Pable v. Chicago Transit Authority
in the blackboardthe plaintiff, a former employee of the Chicago Transit Authority (“CTA”), and his manager discovered a bug in an application used by the CTA to provide warnings and service information to its public transit users. ID. um 1. The flaw could have allegedly allowed unauthorized users to take control of the application and post unauthorized alerts on the system. ID. After the plaintiff’s manager attempted to hack the CTA’s application to test the plaintiff’s theory, an investigation by the CTA found that the plaintiff’s actions violated the rules, policies, and procedures of the CTA, forcing the plaintiff to cancel in lieu of termination. ID.

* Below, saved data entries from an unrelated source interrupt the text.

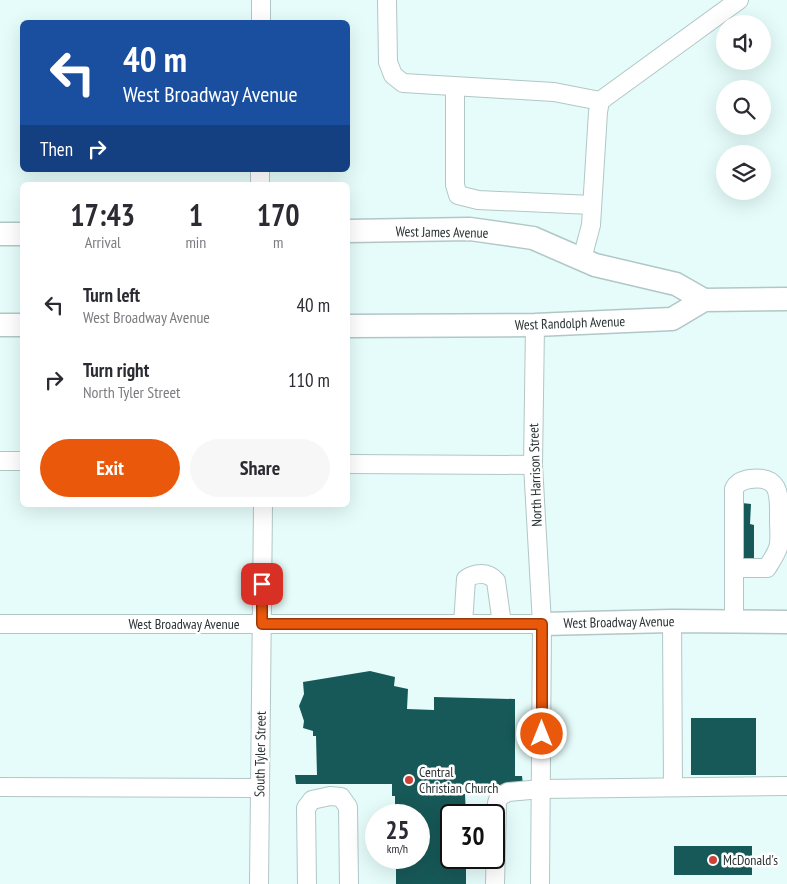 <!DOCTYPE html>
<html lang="en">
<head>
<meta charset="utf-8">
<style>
	:root { --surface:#fff; --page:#f7f7f7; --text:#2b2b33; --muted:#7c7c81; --accent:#ea580c }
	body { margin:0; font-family:"PT Sans Narrow",sans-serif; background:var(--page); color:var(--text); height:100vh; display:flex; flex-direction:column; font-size:19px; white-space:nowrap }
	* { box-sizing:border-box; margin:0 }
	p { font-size:16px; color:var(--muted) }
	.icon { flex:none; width:28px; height:28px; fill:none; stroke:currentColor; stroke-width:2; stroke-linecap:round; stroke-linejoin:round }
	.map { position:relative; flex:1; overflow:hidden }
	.drawer { position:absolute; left:20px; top:182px; width:330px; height:325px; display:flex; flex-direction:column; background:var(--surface); border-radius:8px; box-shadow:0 5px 20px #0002 }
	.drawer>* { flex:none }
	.hud { position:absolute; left:20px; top:20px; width:330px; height:152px; border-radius:8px; box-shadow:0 5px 20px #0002; background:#1a4fa0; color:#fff; overflow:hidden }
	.fabs { position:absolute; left:716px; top:15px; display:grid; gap:10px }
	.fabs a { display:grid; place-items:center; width:55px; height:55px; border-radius:50%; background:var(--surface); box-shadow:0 5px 20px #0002; font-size:25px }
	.speed { position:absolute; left:365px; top:804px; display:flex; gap:10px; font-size:25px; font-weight:700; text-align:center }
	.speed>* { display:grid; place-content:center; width:65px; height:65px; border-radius:50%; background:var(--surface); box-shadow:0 5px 20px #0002; line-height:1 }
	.speed small { font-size:12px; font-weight:400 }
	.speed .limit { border:2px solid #111; border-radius:8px; background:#fff; color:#111 }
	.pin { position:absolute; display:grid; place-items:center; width:42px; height:42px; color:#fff; margin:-21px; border-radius:10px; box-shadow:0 2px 8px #0006 }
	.me { position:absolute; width:55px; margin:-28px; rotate:0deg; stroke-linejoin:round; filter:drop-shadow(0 0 4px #0008) }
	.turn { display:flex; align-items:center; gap:18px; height:105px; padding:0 20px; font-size:22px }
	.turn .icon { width:65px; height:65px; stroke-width:2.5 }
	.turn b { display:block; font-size:35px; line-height:42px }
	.then { display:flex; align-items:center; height:48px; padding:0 20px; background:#0003; gap:10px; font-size:19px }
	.eta { display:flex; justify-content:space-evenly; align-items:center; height:85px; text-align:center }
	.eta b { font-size:30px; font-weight:800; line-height:35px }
	.button { display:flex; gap:10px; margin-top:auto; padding:10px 20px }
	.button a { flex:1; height:58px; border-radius:30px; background:var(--accent); color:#fff; font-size:20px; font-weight:800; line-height:58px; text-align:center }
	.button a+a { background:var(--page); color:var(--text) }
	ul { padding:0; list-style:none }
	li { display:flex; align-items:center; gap:15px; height:75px; padding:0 20px }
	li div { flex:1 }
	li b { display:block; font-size:19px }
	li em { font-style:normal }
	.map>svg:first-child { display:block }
	.building { fill:#175958 }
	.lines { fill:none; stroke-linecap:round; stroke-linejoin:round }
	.minor-casing { stroke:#b1c7c6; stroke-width:20 }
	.major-casing { stroke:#b1c7c6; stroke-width:25 }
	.minor { stroke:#fff; stroke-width:18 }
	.major { stroke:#fff; stroke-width:22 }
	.route-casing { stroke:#983908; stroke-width:12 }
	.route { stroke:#ea580c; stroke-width:9 }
	.poi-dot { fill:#ce4038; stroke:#fff; stroke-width:2 }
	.labels { text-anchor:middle; stroke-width:5; stroke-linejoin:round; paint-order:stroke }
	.street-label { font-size:14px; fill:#2a3333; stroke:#fff }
	.poi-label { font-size:14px; fill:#2a3333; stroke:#fff; text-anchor:start }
</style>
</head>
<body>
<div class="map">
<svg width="787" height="884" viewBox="0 0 787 884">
	<rect width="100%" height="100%" fill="#e5fcfa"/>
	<!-- building -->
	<g class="building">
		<path d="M742 503 751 504 750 524 754 525V559H741Z"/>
		<path d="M370 671 395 677 394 686 408 689 407 709 434 710V697L515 699V776H522L523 785H455V794H465L466 815H451V858H466V884H396V858H419V815H395V796H392V784H296L295 775H317L316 736H313V731L303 728 304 721 299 706 304 694 303 682Z"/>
		<rect x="691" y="718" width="65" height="57"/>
		<rect x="674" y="846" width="78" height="29"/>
	</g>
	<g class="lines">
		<defs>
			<g id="minor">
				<path d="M387 0 388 62 393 75 403 83 554 92 600 101"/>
				<path d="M261 22V0"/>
				<path d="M455 87V185L458 195 478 200 592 205"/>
				<path d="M260 185V170"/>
				<path d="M582 259 591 225 598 112 600 101 739 0"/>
				<path d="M535 325 533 465 542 624 540 884"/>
				<path d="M0 461H22"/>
				<path d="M348 464 533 465"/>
				<path d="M734 568H767C771 561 778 552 779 544 780 536 779 527 779 520 779 497 782 475 750 479 743 480 737 482 734 489V621"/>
				<path d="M672 621 673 787"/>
				<path d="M0 624H542"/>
				<path d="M463 624 466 579C476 572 488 572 496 581L502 624"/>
				<path d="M0 787 259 788"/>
				<path d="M259 884 263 505"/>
				<path d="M307 884 306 808 312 800 330 796 341 797 348 807 349 884"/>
				<path d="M495 884 497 803 499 797 508 792 541 789 787 786"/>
			</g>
			<g id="major">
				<path d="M348 231 470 229 533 238 595 265 676 284 704 300"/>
				<path d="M0 234H22"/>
				<path d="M0 325H22"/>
				<path d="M348 326 535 325 672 319 704 300 787 299"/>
				<path d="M542 624 672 621 787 622"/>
			</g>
		</defs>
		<!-- minor casing -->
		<use href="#minor" class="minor-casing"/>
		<!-- major casing -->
		<use href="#major" class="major-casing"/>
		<!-- minor -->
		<use href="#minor" class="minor"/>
		<!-- major -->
		<use href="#major" class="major"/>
	</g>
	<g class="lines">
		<defs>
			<path id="route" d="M262 584V624H542V734"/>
		</defs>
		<!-- route casing -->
		<use href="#route" class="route-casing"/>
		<!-- route -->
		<use href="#route" class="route"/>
	</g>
	<!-- markers -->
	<g class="poi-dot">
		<circle cx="409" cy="780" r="5"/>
		<circle cx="713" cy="860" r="5"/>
	</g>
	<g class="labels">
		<!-- street labels -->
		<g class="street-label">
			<text transform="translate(442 232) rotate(1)" y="5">West James Avenue</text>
			<text transform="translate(570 323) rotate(-2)" y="5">West Randolph Avenue</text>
			<text transform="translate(535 475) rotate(-92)" y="5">North Harrison Street</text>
			<text transform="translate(619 622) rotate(-1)" y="5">West Broadway Avenue</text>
			<text x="184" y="629">West Broadway Avenue</text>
			<text transform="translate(260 754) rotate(-89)" y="5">South Tyler Street</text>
		</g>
		<!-- poi labels -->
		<g class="poi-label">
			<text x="419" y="777">Central<tspan x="419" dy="16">Christian Church</tspan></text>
			<text x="723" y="865">McDonald's</text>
		</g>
	</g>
</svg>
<div class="fabs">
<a><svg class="icon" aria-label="sound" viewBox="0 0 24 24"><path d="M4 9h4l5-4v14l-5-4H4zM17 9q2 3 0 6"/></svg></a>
<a><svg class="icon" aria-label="search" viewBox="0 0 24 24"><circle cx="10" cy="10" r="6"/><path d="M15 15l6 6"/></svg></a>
<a><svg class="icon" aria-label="layers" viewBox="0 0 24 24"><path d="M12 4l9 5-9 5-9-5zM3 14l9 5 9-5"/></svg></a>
</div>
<div class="speed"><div>25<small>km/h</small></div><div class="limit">30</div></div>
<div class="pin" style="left:262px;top:584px;background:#d93025"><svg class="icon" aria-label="arrive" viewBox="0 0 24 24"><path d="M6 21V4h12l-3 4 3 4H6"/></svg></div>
<svg class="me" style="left:542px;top:734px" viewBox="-20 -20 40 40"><circle r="17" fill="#ea580c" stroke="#fff" stroke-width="3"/><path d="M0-11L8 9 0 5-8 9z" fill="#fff"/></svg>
<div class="hud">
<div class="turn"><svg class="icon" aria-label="left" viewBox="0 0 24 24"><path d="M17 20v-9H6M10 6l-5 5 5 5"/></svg><div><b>40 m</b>West Broadway Avenue</div></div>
<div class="then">Then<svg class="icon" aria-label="right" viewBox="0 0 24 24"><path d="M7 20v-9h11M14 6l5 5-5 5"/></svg></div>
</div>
<section class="drawer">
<div class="eta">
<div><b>17:43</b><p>Arrival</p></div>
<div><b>1</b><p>min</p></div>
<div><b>170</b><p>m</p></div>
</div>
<ul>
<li><svg class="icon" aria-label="left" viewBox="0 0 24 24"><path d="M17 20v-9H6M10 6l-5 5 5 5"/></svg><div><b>Turn left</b><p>West Broadway Avenue</p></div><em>40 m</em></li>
<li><svg class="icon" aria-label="right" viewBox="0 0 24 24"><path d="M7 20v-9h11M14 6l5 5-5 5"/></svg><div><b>Turn right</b><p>North Tyler Street</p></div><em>110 m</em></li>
</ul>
<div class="button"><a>Exit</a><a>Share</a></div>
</section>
</div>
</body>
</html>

During the discovery, the CTA required all communications from the plaintiff to his manager about the allegedly flawed application. ID. The plaintiff took a picture of his phone and presented what he described as all of his communications. ID. After receiving the plaintiff’s paperwork, the CTA filed a request to compel a forensic examination of the plaintiff’s phone. ID. The CTA was able to raise doubts about the completeness of the plaintiff’s production by showing that the amount of data produced by the plaintiff represented less than 1% of the phone’s storage capacity and that it did not contain any communications exchanged via third-party applications Internet browsing and/or search histories, audio or image files, or other data associated with 151 of the 200 applications on the phone. ID. at 3.
The plaintiff argued that forcing him to present his phone for a second picture would have been an exceptional remedy, that he had already produced all communications from his phone, and that the CTA had not established that he withheld any communications. ID. at 1.
The court granted the CTA’s compulsory motion on the following basis: (1) the original imaging was performed without any opportunity for input from the CTA as to the protocol used for the imaging process; (2) Plaintiff’s extremely low production volume; (3) that the discovery sought — the communication between the plaintiff and his manager about the application — went to the heart of the plaintiff’s complaint; and (4) that plaintiff had no basis to raise privacy concerns, having already taken a picture of the phone himself.
While the myriad red flags of plaintiff’s original production paved the way for CTA’s request to enforce this case, the potential value of targeted discovery from a party’s cell phone should not be discounted. In most cases, we have found that a non-forensic capture of a mobile device is sufficient. However, if doubts about the authenticity and completeness of a mobile device production creep in, a forensic image can be justified.